**Your task**
Give back every record word for word, keeping the pictures out.

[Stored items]

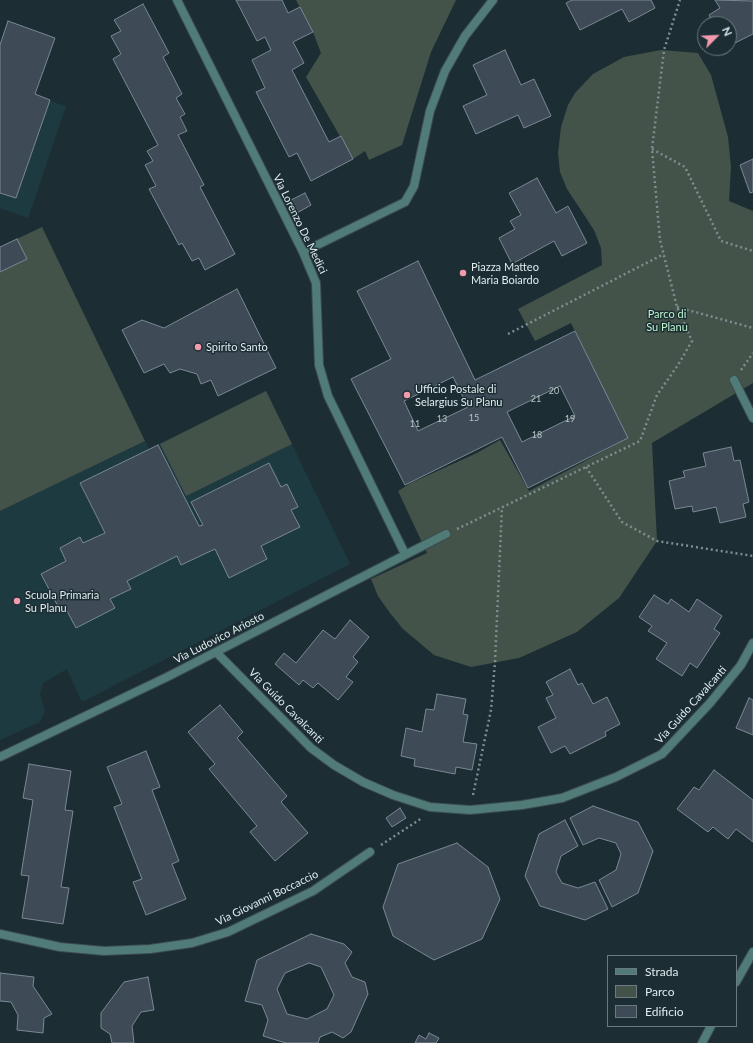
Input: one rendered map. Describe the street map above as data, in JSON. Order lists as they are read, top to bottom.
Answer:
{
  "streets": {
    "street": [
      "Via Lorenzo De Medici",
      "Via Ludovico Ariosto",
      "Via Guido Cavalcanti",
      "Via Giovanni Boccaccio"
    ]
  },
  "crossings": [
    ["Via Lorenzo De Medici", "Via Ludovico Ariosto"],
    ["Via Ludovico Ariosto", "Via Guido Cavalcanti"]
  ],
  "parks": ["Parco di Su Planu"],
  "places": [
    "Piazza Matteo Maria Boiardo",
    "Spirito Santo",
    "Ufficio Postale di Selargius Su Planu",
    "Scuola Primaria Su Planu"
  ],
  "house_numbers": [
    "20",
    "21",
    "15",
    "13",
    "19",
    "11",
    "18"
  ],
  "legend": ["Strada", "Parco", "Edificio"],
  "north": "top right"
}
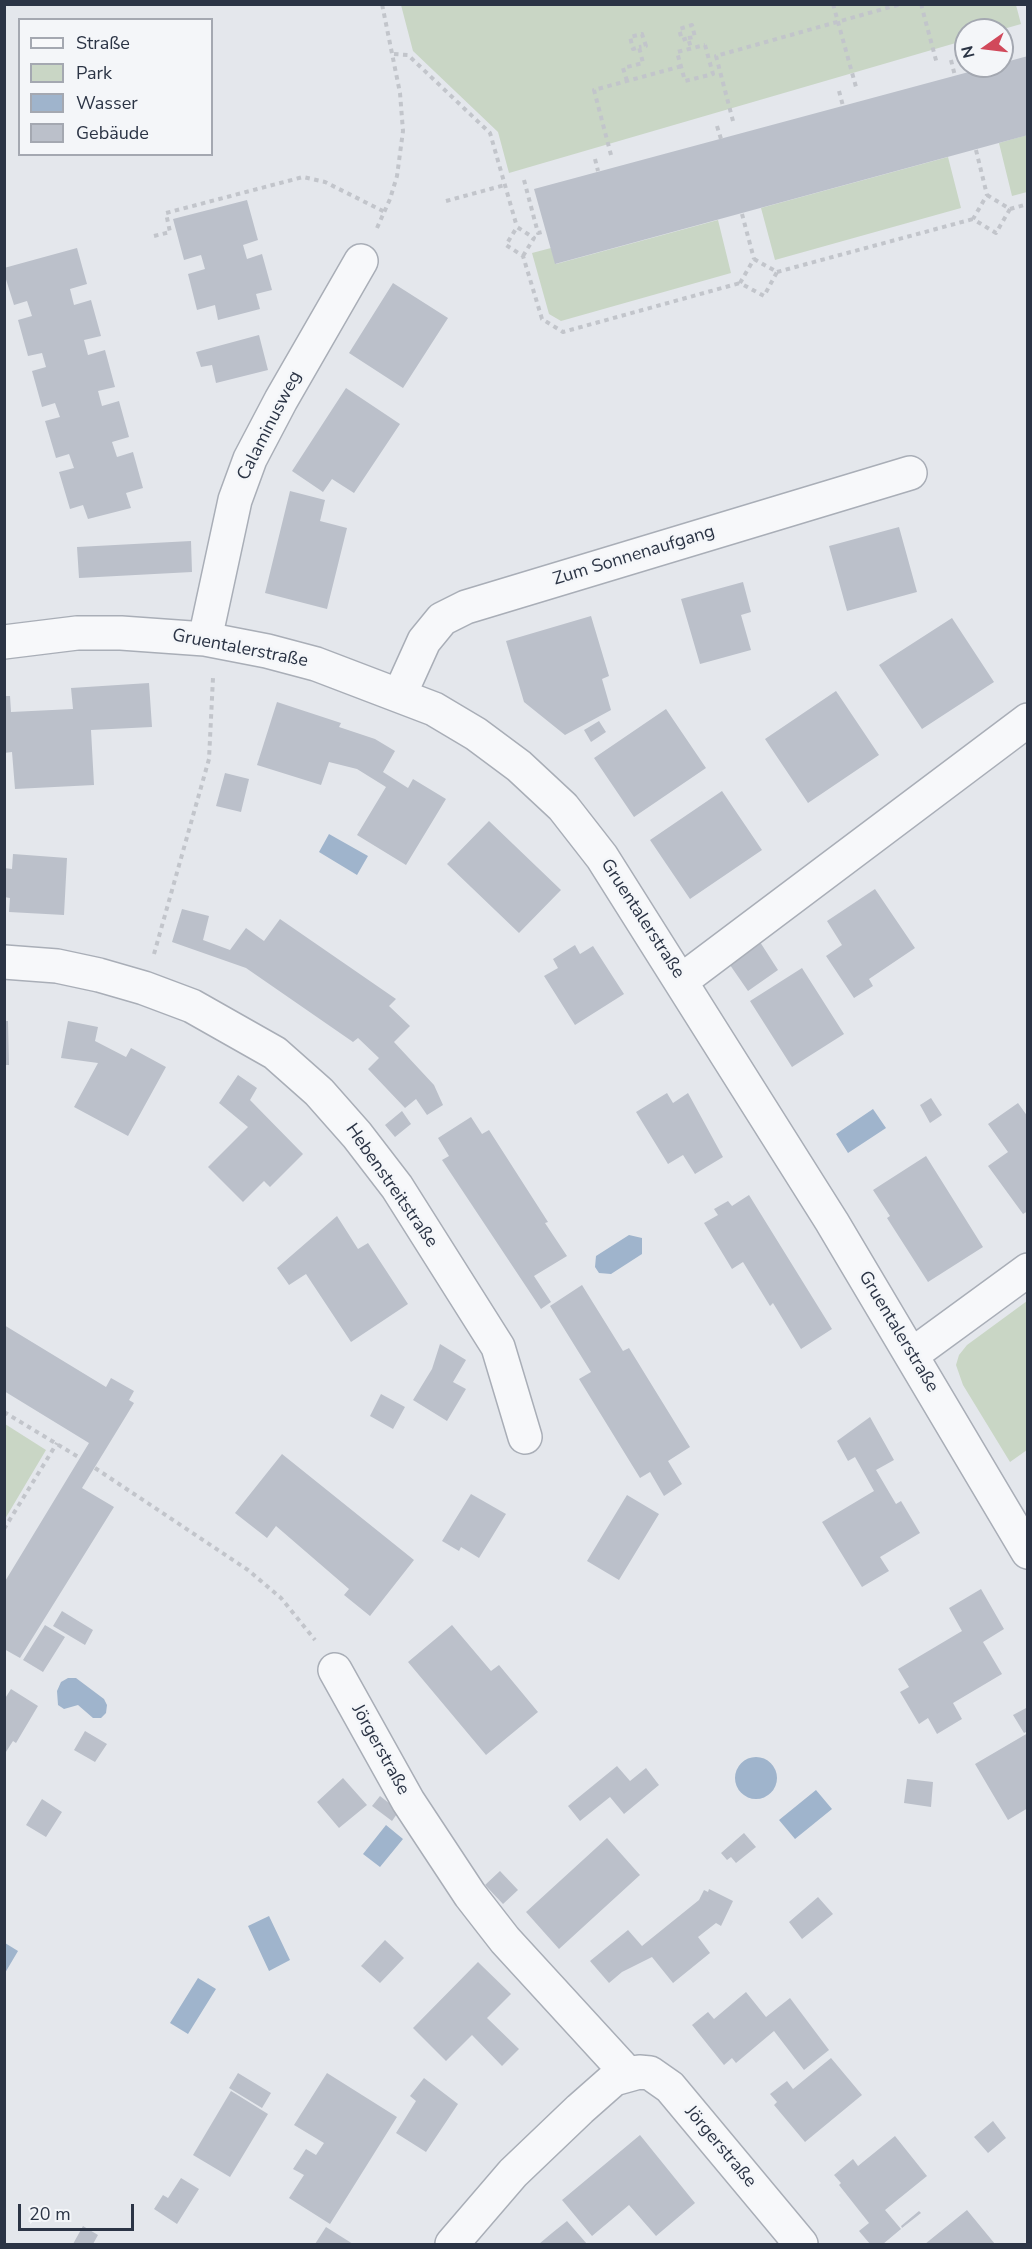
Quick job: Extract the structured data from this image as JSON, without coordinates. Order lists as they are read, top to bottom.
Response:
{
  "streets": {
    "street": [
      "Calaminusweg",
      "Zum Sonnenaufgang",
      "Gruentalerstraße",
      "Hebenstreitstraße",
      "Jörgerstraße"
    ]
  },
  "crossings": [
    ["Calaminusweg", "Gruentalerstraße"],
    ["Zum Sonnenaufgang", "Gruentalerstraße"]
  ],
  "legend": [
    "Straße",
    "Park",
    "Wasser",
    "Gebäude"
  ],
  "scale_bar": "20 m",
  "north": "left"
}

**Result of the exercise**
Input: one rendered map. Describe the street map above as data, in JSON. Order lists as they are read, top to bottom.
Answer:
{
  "streets": {
    "street": [
      "Via Lorenzo De Medici",
      "Via Ludovico Ariosto",
      "Via Guido Cavalcanti",
      "Via Giovanni Boccaccio"
    ]
  },
  "crossings": [
    ["Via Lorenzo De Medici", "Via Ludovico Ariosto"],
    ["Via Ludovico Ariosto", "Via Guido Cavalcanti"]
  ],
  "parks": ["Parco di Su Planu"],
  "places": [
    "Piazza Matteo Maria Boiardo",
    "Spirito Santo",
    "Ufficio Postale di Selargius Su Planu",
    "Scuola Primaria Su Planu"
  ],
  "house_numbers": [
    "20",
    "21",
    "15",
    "13",
    "19",
    "11",
    "18"
  ],
  "legend": ["Strada", "Parco", "Edificio"],
  "north": "top right"
}
Quick job: Extract the structured data from this image as JSON, without coordinates. Order lists as they are read, top to bottom.
Response:
{
  "streets": {
    "street": [
      "Calaminusweg",
      "Zum Sonnenaufgang",
      "Gruentalerstraße",
      "Hebenstreitstraße",
      "Jörgerstraße"
    ]
  },
  "crossings": [
    ["Calaminusweg", "Gruentalerstraße"],
    ["Zum Sonnenaufgang", "Gruentalerstraße"]
  ],
  "legend": [
    "Straße",
    "Park",
    "Wasser",
    "Gebäude"
  ],
  "scale_bar": "20 m",
  "north": "left"
}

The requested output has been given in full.